**WORK TASK:** From the entries, copy out every line in which the word "bounding" is found.

**INFORMATION SUPPLIED:**
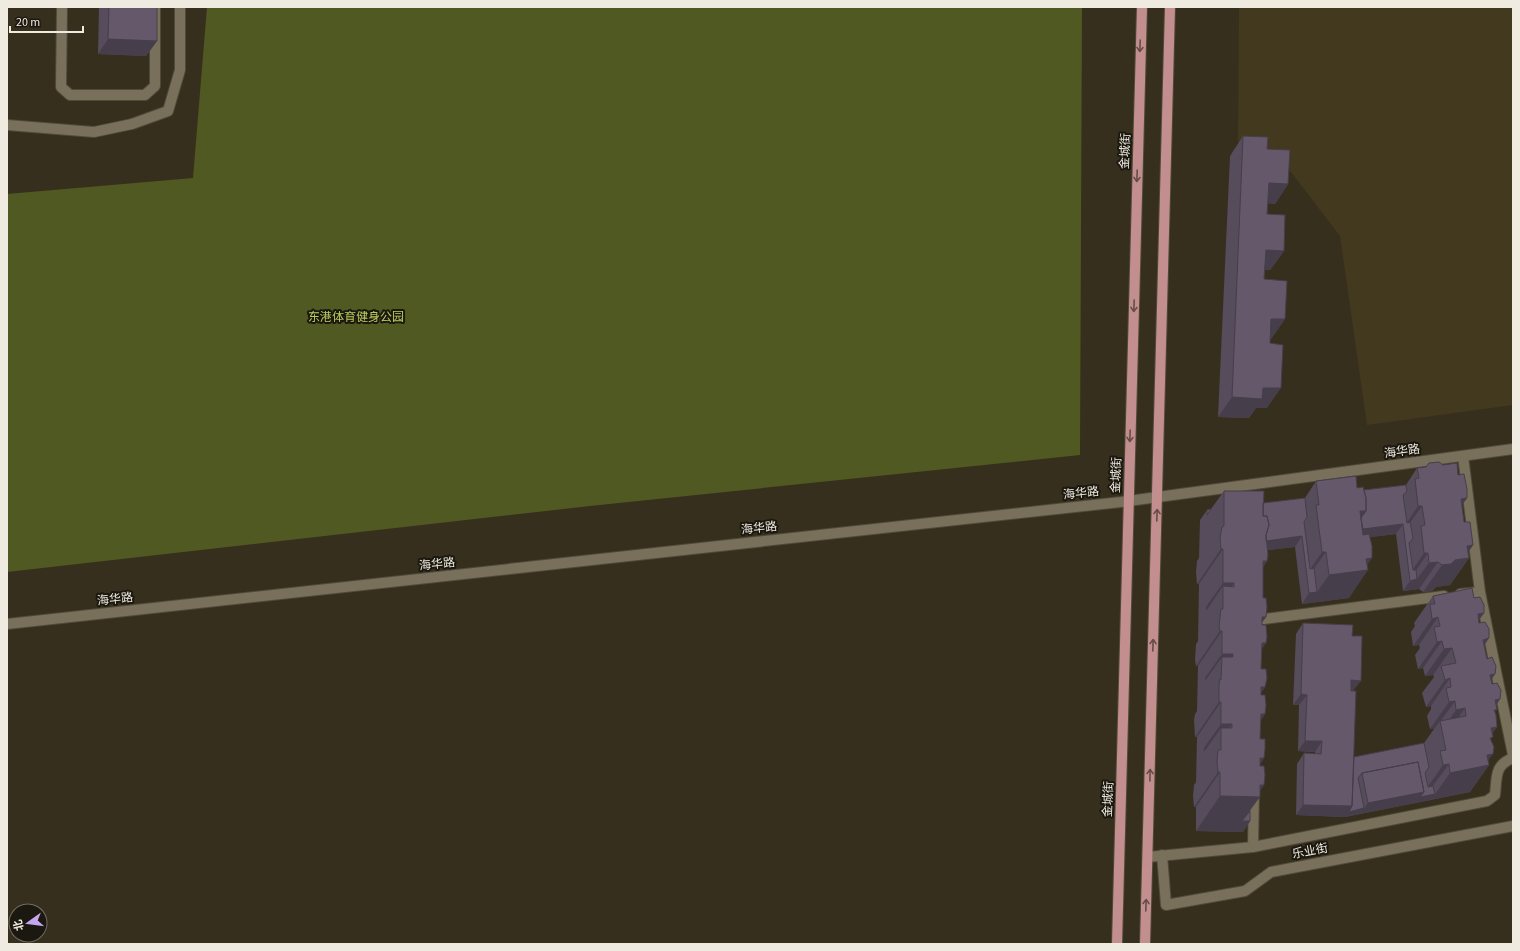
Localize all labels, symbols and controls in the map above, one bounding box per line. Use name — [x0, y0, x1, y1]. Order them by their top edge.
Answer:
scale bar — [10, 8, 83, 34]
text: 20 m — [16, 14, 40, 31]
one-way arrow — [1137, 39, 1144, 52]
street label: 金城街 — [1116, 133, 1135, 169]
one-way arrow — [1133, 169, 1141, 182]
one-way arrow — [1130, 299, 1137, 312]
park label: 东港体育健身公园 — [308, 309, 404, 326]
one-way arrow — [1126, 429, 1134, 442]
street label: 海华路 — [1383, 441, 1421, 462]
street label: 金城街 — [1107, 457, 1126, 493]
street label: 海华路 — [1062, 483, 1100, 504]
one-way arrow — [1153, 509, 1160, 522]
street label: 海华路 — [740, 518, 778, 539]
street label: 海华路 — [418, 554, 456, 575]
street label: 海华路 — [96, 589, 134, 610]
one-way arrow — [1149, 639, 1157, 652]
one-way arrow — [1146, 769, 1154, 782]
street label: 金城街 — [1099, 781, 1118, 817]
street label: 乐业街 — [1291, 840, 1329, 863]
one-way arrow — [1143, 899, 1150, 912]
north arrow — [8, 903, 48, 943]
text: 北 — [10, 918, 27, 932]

...

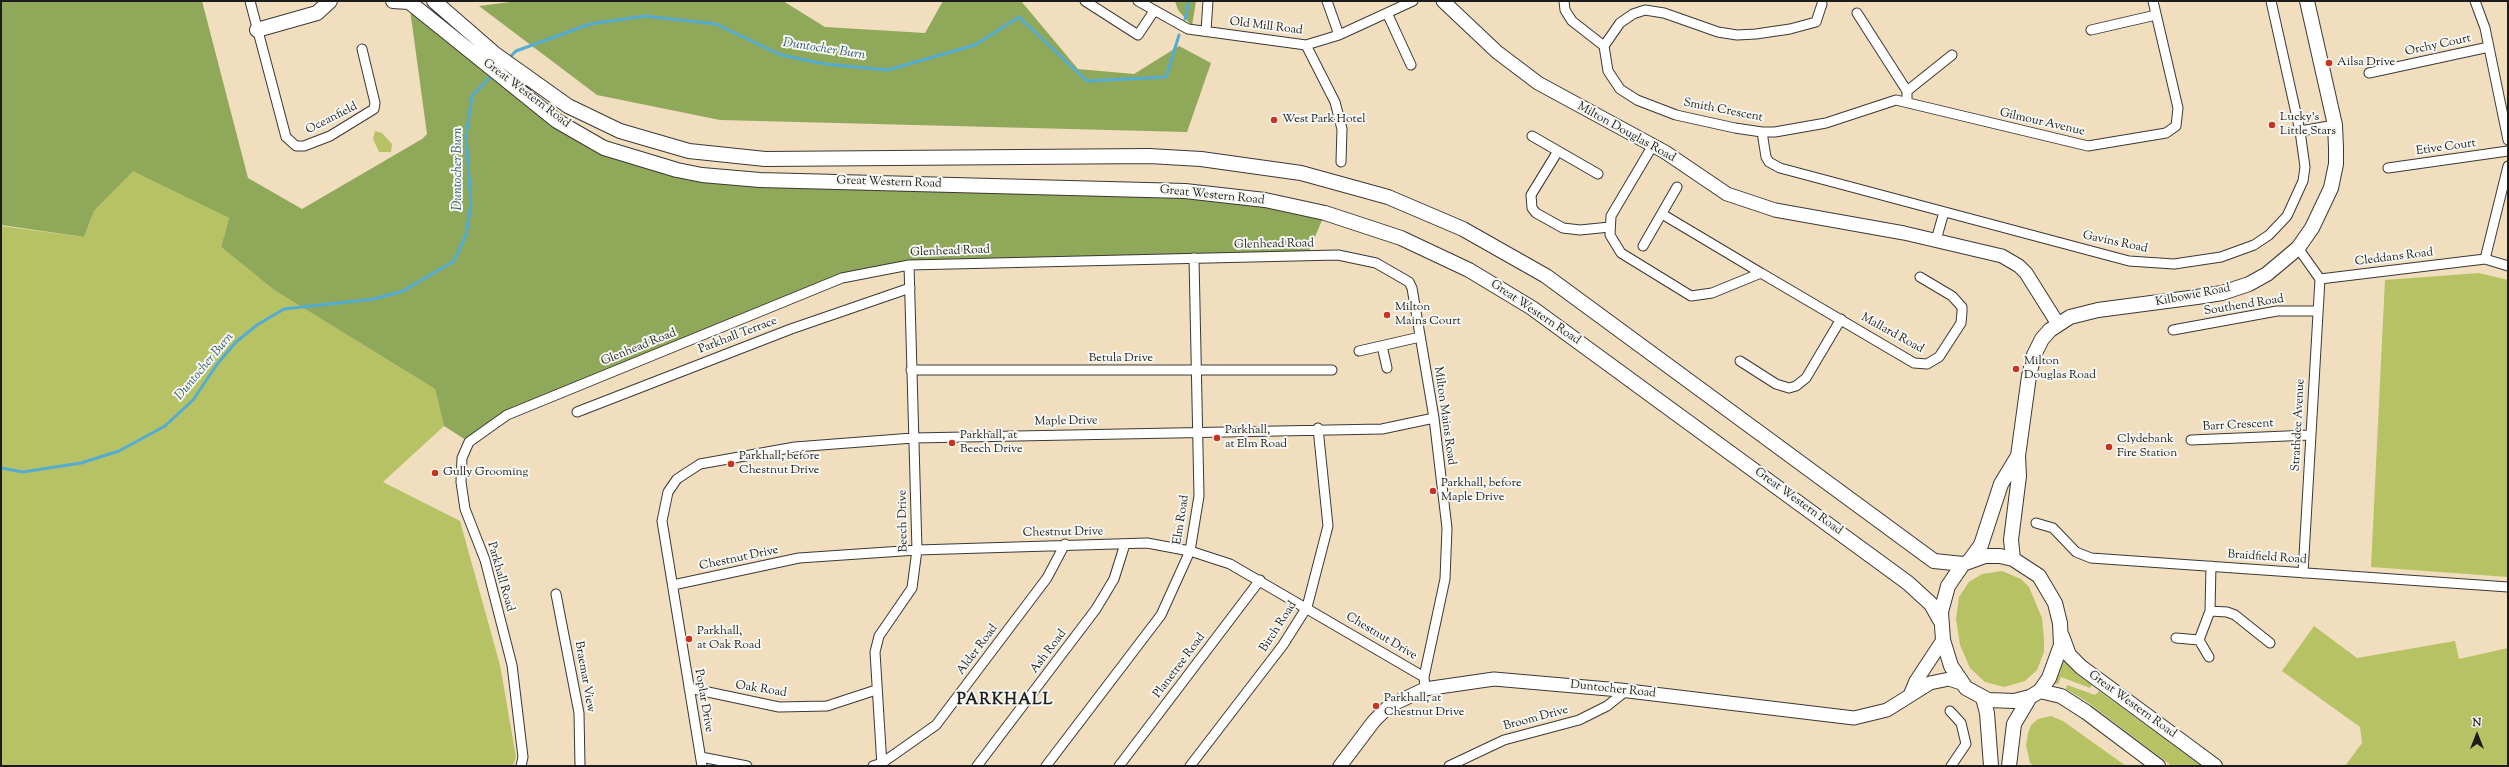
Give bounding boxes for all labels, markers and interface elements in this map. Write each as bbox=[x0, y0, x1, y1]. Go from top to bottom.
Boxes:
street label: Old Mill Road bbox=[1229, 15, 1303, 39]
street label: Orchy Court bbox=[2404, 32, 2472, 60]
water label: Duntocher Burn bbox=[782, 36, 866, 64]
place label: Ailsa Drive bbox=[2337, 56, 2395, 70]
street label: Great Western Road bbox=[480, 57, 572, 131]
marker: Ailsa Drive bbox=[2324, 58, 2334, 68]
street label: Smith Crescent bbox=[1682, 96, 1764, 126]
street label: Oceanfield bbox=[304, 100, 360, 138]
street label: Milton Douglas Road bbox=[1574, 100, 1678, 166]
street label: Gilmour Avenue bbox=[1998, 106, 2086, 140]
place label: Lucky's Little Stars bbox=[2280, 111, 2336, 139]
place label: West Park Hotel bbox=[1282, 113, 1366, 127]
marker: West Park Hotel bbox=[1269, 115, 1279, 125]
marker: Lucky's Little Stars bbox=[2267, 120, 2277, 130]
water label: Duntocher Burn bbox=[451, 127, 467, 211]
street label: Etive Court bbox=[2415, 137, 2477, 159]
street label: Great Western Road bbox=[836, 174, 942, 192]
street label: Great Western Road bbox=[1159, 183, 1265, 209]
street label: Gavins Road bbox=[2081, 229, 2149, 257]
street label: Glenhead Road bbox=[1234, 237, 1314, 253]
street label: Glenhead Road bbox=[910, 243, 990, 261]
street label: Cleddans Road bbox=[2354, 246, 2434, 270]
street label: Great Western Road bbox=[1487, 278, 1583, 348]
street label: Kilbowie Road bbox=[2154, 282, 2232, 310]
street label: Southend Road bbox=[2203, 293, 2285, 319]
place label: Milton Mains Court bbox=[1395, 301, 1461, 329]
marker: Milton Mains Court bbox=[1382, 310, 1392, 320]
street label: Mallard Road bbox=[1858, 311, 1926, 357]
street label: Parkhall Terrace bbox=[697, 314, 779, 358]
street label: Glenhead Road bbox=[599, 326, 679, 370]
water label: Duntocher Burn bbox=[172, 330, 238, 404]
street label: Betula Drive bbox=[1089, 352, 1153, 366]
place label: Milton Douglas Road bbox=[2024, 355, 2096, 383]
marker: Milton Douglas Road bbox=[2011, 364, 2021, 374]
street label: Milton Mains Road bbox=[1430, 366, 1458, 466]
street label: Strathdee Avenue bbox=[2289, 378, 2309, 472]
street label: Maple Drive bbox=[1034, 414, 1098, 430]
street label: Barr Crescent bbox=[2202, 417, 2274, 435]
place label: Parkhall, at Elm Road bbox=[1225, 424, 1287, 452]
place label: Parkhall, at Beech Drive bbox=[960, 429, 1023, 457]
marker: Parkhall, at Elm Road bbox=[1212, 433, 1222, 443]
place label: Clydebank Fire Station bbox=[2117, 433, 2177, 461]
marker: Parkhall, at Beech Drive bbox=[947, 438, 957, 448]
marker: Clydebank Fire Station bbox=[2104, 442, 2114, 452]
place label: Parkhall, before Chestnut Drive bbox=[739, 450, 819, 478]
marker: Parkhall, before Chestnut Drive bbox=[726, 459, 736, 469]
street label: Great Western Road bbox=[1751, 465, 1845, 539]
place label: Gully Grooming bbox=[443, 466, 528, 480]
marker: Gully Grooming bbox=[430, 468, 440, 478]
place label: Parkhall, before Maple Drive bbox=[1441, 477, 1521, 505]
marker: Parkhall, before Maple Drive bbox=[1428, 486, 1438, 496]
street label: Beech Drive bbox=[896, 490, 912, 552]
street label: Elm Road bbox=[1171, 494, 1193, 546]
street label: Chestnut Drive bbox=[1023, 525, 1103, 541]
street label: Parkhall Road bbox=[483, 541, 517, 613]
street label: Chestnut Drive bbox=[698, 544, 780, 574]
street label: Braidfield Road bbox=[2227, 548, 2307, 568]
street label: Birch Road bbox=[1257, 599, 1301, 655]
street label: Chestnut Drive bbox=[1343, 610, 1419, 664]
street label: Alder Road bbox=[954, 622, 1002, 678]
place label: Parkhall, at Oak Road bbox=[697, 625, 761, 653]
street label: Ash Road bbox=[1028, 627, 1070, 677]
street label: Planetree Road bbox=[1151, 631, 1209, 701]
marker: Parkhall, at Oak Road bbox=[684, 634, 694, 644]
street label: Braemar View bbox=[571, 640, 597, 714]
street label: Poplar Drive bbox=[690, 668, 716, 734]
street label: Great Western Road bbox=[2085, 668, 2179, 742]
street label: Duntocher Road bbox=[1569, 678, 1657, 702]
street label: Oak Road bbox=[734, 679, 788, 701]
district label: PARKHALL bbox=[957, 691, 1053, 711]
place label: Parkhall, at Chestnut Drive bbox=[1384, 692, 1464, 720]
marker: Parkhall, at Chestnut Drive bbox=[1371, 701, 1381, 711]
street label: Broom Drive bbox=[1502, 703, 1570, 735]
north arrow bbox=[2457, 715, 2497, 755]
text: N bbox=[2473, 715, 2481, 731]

**SOLUTION FOR THIS EXERCISE:**
Localize all labels, symbols and controls in the map above, one bounding box per line. Use name — [x0, y0, x1, y1]. Order them by their top edge.
Give bounding boxes for all labels, markers and interface elements in this map. Write each as bbox=[x0, y0, x1, y1]. Go from top to bottom.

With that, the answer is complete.